Multithreading / Multiprocessing in Selenium

Question:

I wrote a python script that scrapes the urls from a text file and prints out the href from an element. However my goal here is to make it faster being able to do it on a larger scale with Multiprocessing or Multithreading.

In the workflow each browser process would get the href from the current url and load the next link from the que in the same browser istance (let’s say there are 5). Of couse each link should get scraped 1 time.

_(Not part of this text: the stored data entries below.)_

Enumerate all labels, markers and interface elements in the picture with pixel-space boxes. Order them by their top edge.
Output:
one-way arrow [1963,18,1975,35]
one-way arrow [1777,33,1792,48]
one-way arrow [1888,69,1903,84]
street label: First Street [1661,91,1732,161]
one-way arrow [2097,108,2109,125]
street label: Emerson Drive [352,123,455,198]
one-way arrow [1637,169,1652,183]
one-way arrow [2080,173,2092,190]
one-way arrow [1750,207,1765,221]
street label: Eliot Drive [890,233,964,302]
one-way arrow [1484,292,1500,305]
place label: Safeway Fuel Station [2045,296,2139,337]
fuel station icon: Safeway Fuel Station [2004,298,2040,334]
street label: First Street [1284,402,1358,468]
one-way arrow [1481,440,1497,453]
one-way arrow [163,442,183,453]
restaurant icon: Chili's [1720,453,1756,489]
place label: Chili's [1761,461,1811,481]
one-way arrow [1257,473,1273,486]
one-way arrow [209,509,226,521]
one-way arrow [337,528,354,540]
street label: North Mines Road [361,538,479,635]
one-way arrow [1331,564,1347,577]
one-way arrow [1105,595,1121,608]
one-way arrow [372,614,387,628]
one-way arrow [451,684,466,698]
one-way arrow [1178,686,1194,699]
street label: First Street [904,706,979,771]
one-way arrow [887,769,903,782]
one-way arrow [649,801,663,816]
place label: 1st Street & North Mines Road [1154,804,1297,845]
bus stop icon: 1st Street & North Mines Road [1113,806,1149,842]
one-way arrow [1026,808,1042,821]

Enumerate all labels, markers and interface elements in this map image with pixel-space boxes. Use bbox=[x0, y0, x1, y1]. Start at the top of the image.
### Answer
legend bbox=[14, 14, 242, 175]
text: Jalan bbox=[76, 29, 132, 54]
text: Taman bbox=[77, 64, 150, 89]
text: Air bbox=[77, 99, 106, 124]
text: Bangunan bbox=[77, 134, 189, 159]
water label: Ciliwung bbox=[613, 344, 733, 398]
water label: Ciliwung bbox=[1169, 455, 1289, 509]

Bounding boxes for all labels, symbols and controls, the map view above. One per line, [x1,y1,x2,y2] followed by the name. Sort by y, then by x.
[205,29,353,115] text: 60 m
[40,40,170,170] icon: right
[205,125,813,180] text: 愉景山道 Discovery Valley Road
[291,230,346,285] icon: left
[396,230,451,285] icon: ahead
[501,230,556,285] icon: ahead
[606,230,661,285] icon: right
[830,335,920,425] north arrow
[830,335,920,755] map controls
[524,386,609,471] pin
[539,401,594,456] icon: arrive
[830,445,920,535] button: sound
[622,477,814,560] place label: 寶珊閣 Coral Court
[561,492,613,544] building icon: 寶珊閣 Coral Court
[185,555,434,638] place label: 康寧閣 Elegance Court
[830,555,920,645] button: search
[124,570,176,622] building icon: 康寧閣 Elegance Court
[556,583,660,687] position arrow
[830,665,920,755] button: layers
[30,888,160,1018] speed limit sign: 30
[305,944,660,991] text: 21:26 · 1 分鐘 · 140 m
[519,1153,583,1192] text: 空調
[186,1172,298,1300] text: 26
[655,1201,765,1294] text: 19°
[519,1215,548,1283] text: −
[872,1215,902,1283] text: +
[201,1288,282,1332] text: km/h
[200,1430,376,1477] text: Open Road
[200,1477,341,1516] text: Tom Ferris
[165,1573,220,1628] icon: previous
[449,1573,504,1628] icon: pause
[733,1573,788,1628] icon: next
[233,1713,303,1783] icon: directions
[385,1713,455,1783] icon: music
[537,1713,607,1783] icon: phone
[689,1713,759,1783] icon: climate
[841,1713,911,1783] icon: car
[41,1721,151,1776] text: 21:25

Example input File: HNlinks.txt

https://news.ycombinator.com/user?id=ingve
https://news.ycombinator.com/user?id=dehrmann
https://news.ycombinator.com/user?id=thanhhaimai
https://news.ycombinator.com/user?id=rbanffy
https://news.ycombinator.com/user?id=raidicy
https://news.ycombinator.com/user?id=svenfaw
https://news.ycombinator.com/user?id=ricardomcgowan

Code:

from selenium import webdriver

driver = webdriver.Chrome()
input1 = open("HNlinks.txt", "r")
urls1 = input1.readlines()

for url in urls1:
    driver.get(url)

    links=driver.find_elements_by_class_name('athing')
    for link in links:
        print(link.find_element_by_css_selector('a').get_attribute("href"))
Asked By: request

||

Answers:

Using multiprocessing*

Note: I have not test-run this answer locally.
Please try and give feedback:

from multiprocessing import Pool
from selenium import webdriver

input1 = open("HNlinks.txt", "r")
urls1 = input1.readlines()

def load_url(url):
    driver = webdriver.Chrome()
    driver.get(url)
    links=driver.find_elements_by_class_name('athing')
    for link in links:
        print(link.find_element_by_css_selector('a').get_attribute("href"))

if __name__ == "__main__":
    # how many concurrent processes do you want to span? this is also limited by 
    # the total number of cores that your computer has.
    processes = len(urls1)
    p = Pool(processes ) 
    p.map(load_url, urls1)
    p.close()
    p.join()
Answered By: Edison